- 33°29′36.5″N 130°25′26.7″E﻿ / ﻿33.493472°N 130.424083°E
- Type: Settlement
- Periods: Yayoi period
- Location: Nakagawa, Fukuoka, Japan
- Region: Kyushu

History
- Built: c.1st century

Site notes
- Public access: Yes (no facilities)

= Antokudai Site =

Yayoi period archaeological site in Japan

The Antokudai Site (安徳台遺跡) is an archaeological site with the traces of a Yayoi period settlement, located in the city of Nakagawa, Fukuoka Prefecture, Japan. The site was designated a National Historic Site of Japan in 2019.

==Overview==
The Antokudai site is contains the remains of a large-scale village that existed from the early middle to early late Yayoi period, or approximately 2000 years ago. Research to date has uncovered the remains of more than 130 residences and numerous burial mounds, including one of the largest pit dwellings in Japan with a diameter of more than 15 meters, as well as remains of pit dwellings where metal casting-related artifacts such as bronze molds, and tools reused from imported iron axes have been unearthed. In addition to Yayoi pottery, artifacts have included glass magatama, iron swords and daggers and shell bracelets made from Sinustrombus latissimus shells, which are only found in the South Pacific. In one of the graves, a shell bracket was found still attached to the human skeleton's right arm, and a glass item believed to have been used as a hair ornament was also found near the skull. It is believed that this was the central village where the rulers of the country of Nakoku (奴国, Nakoku, Na-no-Kuni), which is mentioned in ancient Chinese records. resided.
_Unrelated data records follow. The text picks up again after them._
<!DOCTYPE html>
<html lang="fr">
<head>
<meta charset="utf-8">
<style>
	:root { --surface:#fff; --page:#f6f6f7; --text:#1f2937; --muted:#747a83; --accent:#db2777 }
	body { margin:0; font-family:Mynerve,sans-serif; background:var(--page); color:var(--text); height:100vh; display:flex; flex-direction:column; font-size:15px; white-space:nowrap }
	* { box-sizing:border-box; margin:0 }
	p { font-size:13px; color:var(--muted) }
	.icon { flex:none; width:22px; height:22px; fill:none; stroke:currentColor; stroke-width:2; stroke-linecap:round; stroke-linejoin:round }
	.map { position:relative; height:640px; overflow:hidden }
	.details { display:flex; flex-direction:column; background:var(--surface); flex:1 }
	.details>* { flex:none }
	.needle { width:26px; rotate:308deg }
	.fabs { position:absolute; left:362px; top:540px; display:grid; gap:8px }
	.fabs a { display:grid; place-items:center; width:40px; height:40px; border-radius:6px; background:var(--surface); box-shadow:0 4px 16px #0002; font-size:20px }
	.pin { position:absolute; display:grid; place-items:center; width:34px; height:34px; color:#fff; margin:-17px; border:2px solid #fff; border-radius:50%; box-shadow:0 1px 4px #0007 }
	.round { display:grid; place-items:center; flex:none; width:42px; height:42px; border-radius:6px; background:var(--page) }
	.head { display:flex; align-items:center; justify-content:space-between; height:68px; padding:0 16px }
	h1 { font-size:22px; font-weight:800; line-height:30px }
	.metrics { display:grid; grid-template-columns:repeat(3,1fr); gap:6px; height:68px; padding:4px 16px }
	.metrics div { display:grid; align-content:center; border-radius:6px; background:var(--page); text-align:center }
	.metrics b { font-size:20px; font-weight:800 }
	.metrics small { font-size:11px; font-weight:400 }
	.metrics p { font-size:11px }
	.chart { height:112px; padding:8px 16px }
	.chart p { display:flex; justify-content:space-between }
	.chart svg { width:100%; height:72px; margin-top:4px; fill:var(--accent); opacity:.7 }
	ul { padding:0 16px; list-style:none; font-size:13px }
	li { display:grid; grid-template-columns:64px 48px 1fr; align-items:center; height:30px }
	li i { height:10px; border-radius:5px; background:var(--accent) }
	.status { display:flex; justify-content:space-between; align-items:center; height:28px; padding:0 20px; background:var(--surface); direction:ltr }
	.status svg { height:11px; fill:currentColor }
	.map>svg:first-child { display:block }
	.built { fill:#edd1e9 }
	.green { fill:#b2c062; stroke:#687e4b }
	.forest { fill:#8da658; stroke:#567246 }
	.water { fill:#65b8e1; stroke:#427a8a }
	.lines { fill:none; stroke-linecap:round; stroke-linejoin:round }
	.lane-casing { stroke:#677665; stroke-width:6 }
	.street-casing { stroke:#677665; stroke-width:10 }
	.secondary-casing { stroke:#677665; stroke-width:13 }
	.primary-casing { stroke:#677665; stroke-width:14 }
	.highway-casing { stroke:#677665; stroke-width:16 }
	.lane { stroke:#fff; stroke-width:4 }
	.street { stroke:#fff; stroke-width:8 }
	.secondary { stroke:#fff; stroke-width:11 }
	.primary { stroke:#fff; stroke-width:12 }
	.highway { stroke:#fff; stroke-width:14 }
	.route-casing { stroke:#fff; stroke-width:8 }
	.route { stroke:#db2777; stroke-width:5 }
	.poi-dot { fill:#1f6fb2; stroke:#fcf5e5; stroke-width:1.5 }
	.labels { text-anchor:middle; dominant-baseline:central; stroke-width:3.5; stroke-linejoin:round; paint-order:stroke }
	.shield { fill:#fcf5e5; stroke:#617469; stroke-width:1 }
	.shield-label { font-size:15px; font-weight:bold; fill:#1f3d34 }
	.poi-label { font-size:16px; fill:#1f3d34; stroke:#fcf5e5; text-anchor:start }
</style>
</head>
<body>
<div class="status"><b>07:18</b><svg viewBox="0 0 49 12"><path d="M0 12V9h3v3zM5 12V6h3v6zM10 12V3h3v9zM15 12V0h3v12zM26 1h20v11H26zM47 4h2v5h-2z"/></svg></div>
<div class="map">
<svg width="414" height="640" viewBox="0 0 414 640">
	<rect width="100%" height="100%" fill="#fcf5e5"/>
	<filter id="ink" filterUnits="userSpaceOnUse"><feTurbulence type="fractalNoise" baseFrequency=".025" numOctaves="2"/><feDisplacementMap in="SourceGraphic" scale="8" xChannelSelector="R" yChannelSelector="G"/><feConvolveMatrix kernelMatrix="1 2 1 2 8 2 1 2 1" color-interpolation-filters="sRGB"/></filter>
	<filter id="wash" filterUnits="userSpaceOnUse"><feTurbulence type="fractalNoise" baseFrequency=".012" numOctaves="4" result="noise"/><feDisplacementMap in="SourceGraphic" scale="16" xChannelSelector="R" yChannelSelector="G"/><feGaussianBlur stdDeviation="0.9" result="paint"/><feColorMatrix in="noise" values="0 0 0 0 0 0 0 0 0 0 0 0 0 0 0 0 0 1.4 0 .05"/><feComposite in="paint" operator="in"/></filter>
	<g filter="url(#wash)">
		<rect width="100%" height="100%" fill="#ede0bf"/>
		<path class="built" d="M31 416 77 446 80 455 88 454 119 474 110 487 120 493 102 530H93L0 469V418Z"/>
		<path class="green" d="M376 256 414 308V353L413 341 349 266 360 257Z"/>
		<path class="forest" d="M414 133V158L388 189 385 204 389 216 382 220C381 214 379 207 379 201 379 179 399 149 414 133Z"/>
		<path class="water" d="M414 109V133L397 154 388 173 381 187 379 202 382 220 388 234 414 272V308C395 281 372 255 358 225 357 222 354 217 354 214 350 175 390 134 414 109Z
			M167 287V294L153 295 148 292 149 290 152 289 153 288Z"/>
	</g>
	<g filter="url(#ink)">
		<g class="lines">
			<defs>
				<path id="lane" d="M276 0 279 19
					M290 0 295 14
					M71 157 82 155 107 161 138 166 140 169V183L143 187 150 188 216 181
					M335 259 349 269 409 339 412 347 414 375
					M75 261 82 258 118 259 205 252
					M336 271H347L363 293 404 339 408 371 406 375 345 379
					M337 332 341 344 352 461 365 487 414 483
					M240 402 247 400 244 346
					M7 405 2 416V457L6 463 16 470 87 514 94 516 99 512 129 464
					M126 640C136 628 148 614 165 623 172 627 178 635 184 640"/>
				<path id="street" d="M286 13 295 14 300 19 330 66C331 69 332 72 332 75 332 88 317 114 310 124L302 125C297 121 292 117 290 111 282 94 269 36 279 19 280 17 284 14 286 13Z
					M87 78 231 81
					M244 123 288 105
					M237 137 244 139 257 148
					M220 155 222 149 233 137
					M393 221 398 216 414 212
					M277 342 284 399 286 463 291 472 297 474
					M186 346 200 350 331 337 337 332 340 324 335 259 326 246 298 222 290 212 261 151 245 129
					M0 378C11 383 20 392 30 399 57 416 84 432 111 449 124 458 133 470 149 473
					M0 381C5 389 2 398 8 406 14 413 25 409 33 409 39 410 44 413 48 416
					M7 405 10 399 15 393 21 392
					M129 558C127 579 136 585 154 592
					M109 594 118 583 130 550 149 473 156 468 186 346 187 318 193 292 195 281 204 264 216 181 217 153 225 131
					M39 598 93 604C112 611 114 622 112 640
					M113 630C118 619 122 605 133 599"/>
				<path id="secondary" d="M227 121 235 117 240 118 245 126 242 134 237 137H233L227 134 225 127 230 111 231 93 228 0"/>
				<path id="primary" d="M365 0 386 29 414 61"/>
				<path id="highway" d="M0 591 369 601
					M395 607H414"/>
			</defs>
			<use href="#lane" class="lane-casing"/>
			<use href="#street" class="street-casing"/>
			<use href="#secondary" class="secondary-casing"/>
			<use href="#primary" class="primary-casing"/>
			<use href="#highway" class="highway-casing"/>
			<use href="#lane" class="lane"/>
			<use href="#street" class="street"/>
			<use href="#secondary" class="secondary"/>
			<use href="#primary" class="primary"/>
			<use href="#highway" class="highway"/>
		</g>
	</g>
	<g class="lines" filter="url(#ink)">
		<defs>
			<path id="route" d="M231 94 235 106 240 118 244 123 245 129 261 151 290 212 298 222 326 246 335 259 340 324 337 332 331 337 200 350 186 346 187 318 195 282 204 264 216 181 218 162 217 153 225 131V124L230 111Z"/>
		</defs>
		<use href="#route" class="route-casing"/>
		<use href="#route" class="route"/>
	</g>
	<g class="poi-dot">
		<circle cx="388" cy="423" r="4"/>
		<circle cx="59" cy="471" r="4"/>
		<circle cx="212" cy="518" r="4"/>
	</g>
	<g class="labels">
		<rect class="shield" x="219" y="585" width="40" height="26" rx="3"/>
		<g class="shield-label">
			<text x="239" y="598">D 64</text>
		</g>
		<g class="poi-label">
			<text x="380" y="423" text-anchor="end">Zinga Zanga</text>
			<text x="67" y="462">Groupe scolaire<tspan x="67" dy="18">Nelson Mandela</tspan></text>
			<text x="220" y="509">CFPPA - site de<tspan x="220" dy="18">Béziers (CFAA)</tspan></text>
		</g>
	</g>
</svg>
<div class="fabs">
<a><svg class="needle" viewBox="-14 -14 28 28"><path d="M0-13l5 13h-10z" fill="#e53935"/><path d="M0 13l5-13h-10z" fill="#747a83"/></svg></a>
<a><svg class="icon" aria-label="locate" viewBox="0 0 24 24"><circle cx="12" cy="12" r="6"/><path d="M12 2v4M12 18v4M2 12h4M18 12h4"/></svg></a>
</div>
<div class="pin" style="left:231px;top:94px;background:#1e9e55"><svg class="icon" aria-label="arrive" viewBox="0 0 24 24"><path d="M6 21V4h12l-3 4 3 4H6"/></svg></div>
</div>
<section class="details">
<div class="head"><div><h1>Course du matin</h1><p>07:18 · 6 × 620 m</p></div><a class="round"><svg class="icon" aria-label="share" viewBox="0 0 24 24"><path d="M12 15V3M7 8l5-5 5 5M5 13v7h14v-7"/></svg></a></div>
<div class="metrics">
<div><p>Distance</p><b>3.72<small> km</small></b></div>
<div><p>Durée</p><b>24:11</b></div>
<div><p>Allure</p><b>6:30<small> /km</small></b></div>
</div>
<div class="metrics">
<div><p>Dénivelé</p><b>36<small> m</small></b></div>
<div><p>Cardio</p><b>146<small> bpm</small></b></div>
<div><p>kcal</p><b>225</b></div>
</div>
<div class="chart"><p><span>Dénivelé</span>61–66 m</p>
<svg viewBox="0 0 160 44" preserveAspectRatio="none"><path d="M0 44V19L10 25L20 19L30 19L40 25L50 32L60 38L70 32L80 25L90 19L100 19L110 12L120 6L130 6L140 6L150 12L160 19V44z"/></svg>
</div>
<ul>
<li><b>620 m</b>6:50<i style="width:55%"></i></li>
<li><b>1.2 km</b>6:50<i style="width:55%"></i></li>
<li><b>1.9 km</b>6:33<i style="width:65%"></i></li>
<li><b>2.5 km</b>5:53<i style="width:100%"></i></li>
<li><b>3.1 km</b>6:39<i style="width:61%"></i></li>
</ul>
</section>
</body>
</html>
According to the Book of the Later Han, in 57 CE, Emperor Guangwu of Han granted Nakoku an imperial seal, patterned after the Chinese jade seals, but made of gold: the king of Na gold seal.
In return, that same year, Na sent envoys to the Chinese capital, offering tribute and formal New Year's greetings. This seal was discovered over 1500 years later, by an Edo period farmer on Shikanoshima Island, thus helping to verify the existence of Nakoku, which was otherwise known only from the ancient chronicles. Engraved upon it are the Chinese characters 漢委奴國王 (Kan no Wa no Na-no-Koku-ō, "King of the Na state of the Wa (vassal) of Han".

A reference is found in vol. 30 of the Chinese Book of Wei from the Records of the Three Kingdoms, titled "The Account of the Easterners: A Note on the Wa" (東夷傳‧倭人條), to the continued existence of Nakoku in the 3rd century, naming the officials and stating that it contains over 20,000 homes. This section is known in Japan as the Gishi Wajinden (魏志倭人伝).

The site is located approximately 4.6 kilometers south-southwest of Hakataminami Station on the Kyushu Shinkansen.